10222018Headline:

Abidjan: Henri Konan Bédié face à une fronde au PDCI ?

Henri Konan Bédié est-il encore le leader incontesté du PDCI-RDA ? La réponse à cette interrogation est d’autant plus mitigée que la fronde se fait de plus en plus persistante au sein du vieux parti.

Le Parti démocratique de Côte d’Ivoire (PDCI) est véritablement à la croisée des chemins. L’adhésion au Parti unifié a fait se casser le parti dirigé par Henri Konan Bédié entre pro et anti-RHDP. Le ministre Kobenan Kouassi Adjoumani, le chef de file des frondeurs a d’ailleurs créé “Sur les traces d’Houphouët-Boigny”, un courant au sein du parti septuagénaire favorable à la nouvelle entité politique dirigée par le Président Alassane Ouattara.

Cependant, le président du PDCI-RDA a fait de la candidature d’un militant actif de son parti, la condition sine qua non de son maintien dans la majorité présidentielle. Il vient d’ailleurs de se retirer de tout processus de mise en place du Parti unifié.

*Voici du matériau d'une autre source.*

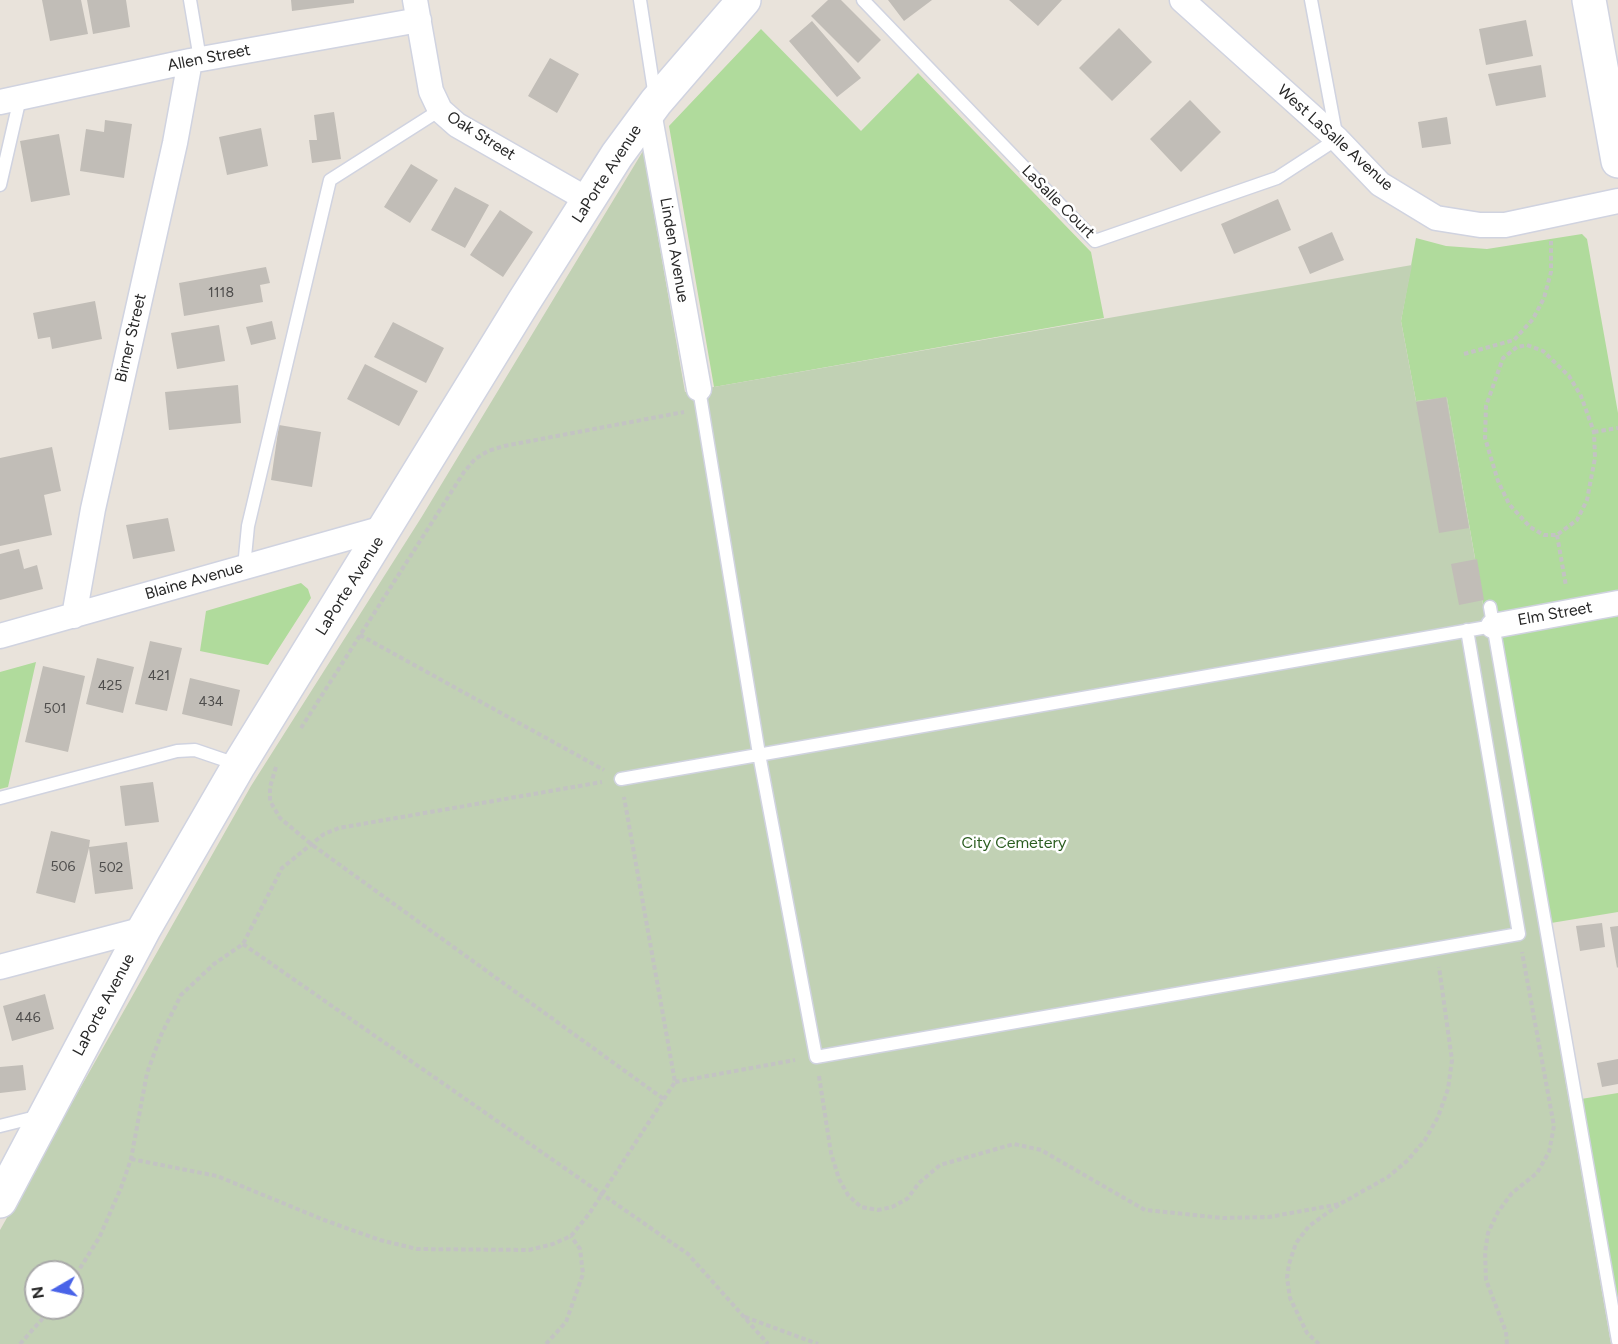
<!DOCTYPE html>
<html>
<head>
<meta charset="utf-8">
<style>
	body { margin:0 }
	#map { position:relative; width:1618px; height:1344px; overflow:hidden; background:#e9e3db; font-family:Figtree,sans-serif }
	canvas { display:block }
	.north { position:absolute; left:24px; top:1260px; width:60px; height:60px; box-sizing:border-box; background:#fff; border:2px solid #a9a9a9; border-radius:50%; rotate:261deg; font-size:16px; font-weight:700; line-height:24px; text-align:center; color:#282828 }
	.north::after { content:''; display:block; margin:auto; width:21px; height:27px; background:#4963e8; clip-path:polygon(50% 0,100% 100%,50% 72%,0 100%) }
</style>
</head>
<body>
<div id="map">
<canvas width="1618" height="1344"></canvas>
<div class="north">N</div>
</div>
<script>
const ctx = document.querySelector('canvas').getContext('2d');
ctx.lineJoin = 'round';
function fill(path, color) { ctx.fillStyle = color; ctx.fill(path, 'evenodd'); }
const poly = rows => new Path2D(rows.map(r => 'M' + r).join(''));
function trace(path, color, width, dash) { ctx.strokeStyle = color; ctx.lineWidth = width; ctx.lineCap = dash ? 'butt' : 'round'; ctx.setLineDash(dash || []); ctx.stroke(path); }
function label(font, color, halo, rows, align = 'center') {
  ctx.font = font + ' Figtree,sans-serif'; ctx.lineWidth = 5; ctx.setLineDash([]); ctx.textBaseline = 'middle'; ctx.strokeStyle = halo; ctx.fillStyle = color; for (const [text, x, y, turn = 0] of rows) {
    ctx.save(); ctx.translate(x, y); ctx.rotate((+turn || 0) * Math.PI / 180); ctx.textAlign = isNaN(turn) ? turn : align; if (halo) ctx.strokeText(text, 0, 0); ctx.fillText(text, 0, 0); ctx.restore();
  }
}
fill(poly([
	[761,29,861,131,918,73,1091,252,1104,318,714,387,669,126],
	[1582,234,1587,239,1618,413,1618,912,1551,923,1514,723,1504,724,1447,398,1416,401,1401,321,1416,238,1446,246,1487,249],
	[301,583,308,589,311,598,268,665,200,651,206,611],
	[36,662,8,787,0,789,0,672],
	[1618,1093,1618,1311,1581,1099]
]), '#b0db9c');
fill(poly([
	[643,151,685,392,1412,265,1401,321,1416,401,1447,397,1611,1344,0,1344,0,1230,251,786,421,518],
	[36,1272,72,1272,72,1308,36,1308]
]), '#c1d1b4');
fill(poly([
	[42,0,81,0,88,34,50,41],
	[87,0,126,0,130,27,93,34],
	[291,0,354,0,354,3,292,11],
	[828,0,841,0,881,40,858,63,811,16],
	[888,0,932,0,904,21],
	[1009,0,1062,0,1038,26],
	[1526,20,1533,56,1486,65,1479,29],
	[812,21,861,78,837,97,789,41],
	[1119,28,1152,62,1112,101,1079,68],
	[550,58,579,74,557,113,528,96],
	[1541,65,1546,97,1496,106,1488,74],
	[1190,100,1221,132,1181,172,1150,139],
	[334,112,341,159,312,163,309,140,317,140,314,115],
	[1447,117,1451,144,1422,148,1418,122],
	[105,120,132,124,124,178,80,171,86,129,104,132],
	[261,128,268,166,227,175,219,137],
	[59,134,70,195,31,202,20,141],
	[411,164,438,180,410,223,384,207],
	[455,187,489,205,465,248,431,230],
	[1278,199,1291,230,1234,254,1221,224],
	[500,210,533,232,503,277,470,255],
	[1332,232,1344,260,1310,274,1298,247],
	[266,267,270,283,260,285,263,302,184,316,179,283],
	[95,301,102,339,52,349,50,337,38,339,33,313],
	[272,321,276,339,251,345,246,327],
	[393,322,444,348,426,383,374,357],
	[219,325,225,361,177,369,171,333],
	[365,364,418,391,399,426,347,399],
	[238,385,241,423,169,430,165,392],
	[1446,397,1469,528,1439,533,1416,402],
	[279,425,321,432,312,487,271,480],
	[52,447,61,491,44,495,52,535,0,546,0,458],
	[168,518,175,551,133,559,126,525],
	[19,549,24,569,37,565,43,589,0,600,0,554],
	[1477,559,1484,600,1459,605,1451,564],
	[150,641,182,648,167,711,135,704],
	[97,658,134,667,123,713,86,704],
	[43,666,85,676,68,752,25,742],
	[190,678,240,690,232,726,182,714],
	[153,782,159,822,125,826,120,786],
	[51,831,90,840,89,847,127,842,133,889,95,894,89,848,75,903,36,893],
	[1602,923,1605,947,1580,951,1576,926],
	[1618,926,1618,967,1617,968,1610,927],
	[45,994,54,1029,12,1041,3,1006],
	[1618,1059,1618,1084,1602,1087,1597,1063],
	[23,1065,26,1090,0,1093,0,1067]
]), '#c1bdb7');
const lane = poly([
	[190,0,200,59],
	[640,0,655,97],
	[863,0,1095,241,1277,178,1337,139,1311,0],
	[0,185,20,98],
	[699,389,759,754,816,1057,1519,934,1467,630],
	[244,567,248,526,330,180,440,110],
	[1490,607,1618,1341],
	[621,779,1493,626],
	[0,798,177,751,195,750,239,765],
	[0,1126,40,1116]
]);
const street = poly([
	[415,0,431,91,440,110,457,125,590,201],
	[1182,0,1337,139,1380,184,1436,218,1480,225,1505,225,1618,201],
	[0,102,190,61,419,20],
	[649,112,699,389],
	[74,616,93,509,175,143,190,61],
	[1493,626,1618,603],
	[0,636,387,527],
	[0,967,144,929]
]);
const secondary = poly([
	[1589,0,1618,161],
	[0,1201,144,929,239,765,523,303,617,155,656,102,744,0]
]);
trace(lane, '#d0d3e0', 15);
trace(street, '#d0d3e0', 27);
trace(secondary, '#d0d3e0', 36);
trace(poly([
	[1527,345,1543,351,1569,376,1581,396,1594,432,1595,458,1587,500,1577,520,1557,535,1544,535,1530,527,1509,504,1498,481,1485,438,1486,406,1503,358,1517,347,1527,345],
	[1464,354,1514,340,1533,319,1544,298,1551,272,1551,241],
	[1594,432,1618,428],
	[1557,535,1566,586],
	[360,635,604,770],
	[301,728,464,472,475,459,488,451,504,446,684,412],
	[276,767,270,787,270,801,280,818,311,844,665,1100],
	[243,944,688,1254,768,1344],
	[819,1076,831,1153,839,1179,848,1195,861,1207,878,1210,892,1207,907,1199,919,1183,940,1165,1014,1144,1041,1150,1145,1210,1223,1218,1269,1217,1340,1204],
	[675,1082,795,1060],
	[131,1159,217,1176,324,1220,380,1240,417,1249,529,1250,553,1244,571,1236,589,1214,675,1082,624,797],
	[72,1281,99,1238,121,1188,131,1159,147,1073,161,1035,181,995,214,964,243,944,282,868,324,834,339,828,602,782],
	[745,1317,818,1344],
	[20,1344,52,1308],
	[546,1344,566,1322,583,1274,580,1249,571,1236],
	[1319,1344,1307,1333,1290,1298,1287,1278,1289,1264,1296,1243,1309,1226,1340,1204,1388,1177,1408,1160,1425,1140,1438,1117,1448,1089,1452,1060,1439,967],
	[1507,1344,1506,1332,1486,1280,1485,1252,1488,1233,1498,1212,1512,1193,1537,1173,1549,1152,1554,1126,1522,952]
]), '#c3c3c3', 4, [4.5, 3]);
trace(lane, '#fff', 12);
trace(street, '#fff', 24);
trace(secondary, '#fff', 33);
label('14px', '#4e4d4c', null, [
	["1118",221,293],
	["421",159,676],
	["425",110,686],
	["434",211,702],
	["501",55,709],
	["506",63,867],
	["502",111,868],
	["446",28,1018]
]);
label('16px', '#282828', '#fff', [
	["Allen Street",209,58,-11],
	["Oak Street",481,136,32],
	["West LaSalle Avenue",1335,138,42],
	["LaPorte Avenue",607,174,-57],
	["LaSalle Court",1058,202,45],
	["Linden Avenue",674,250,80],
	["Birner Street",131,338,-77],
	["Blaine Avenue",194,581,-16],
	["LaPorte Avenue",350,586,-58],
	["Elm Street",1555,614,-10],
	["LaPorte Avenue",104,1005,-62]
]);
label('16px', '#2b5d20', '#fff', [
	["City Cemetery",1014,843]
]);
</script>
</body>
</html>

Au-delà de son divorce d’avec Alassane Ouattara, c’est surtout au sein de sa formation politique que le “Sphinx de Daoukro” est mis à mal par plusieurs barons du parti.

L’ancien Premier ministre de Bédié et de Ouattara, Daniel Kablan Duncan, du reste vice-président du PDCI chargé des vice-présidents, vient de tourner dos à HKB en déclarant qu’il est “RHDP des pieds à la tête”.

Wenceslas Lenissongui, naguère directeur de cabinet de Bédié, vient d’afficher sa préférence pour la majorité présidentielle en apportant son soutien à un ministre candidat du RHDP unifié. Plusieurs autres personnalités du PDCI ont foulé au pied l’autorité de Bédié en avouant leur préférence pour le camp présidentiel.

Qui l’eût cru. En dépit des sanctions qui pleuvent ces derniers temps sur les frondeurs du parti créé par Felix Houphouët-Boigny, les actes de défiance ne cessent de se multiplier.

C’est dans cette période de grande incertitude pour le natif de Pépressou, que la Reine des Baoulé, Nanan Akoua Boni II a rendu une visite de courtoisie, ce 4 octobre, en compagnie de tous les chefs de canton, au Président de la République. Cette visite qui est loin d’être fortuite, vient ainsi assommer le fils aîné du royaume baoulé.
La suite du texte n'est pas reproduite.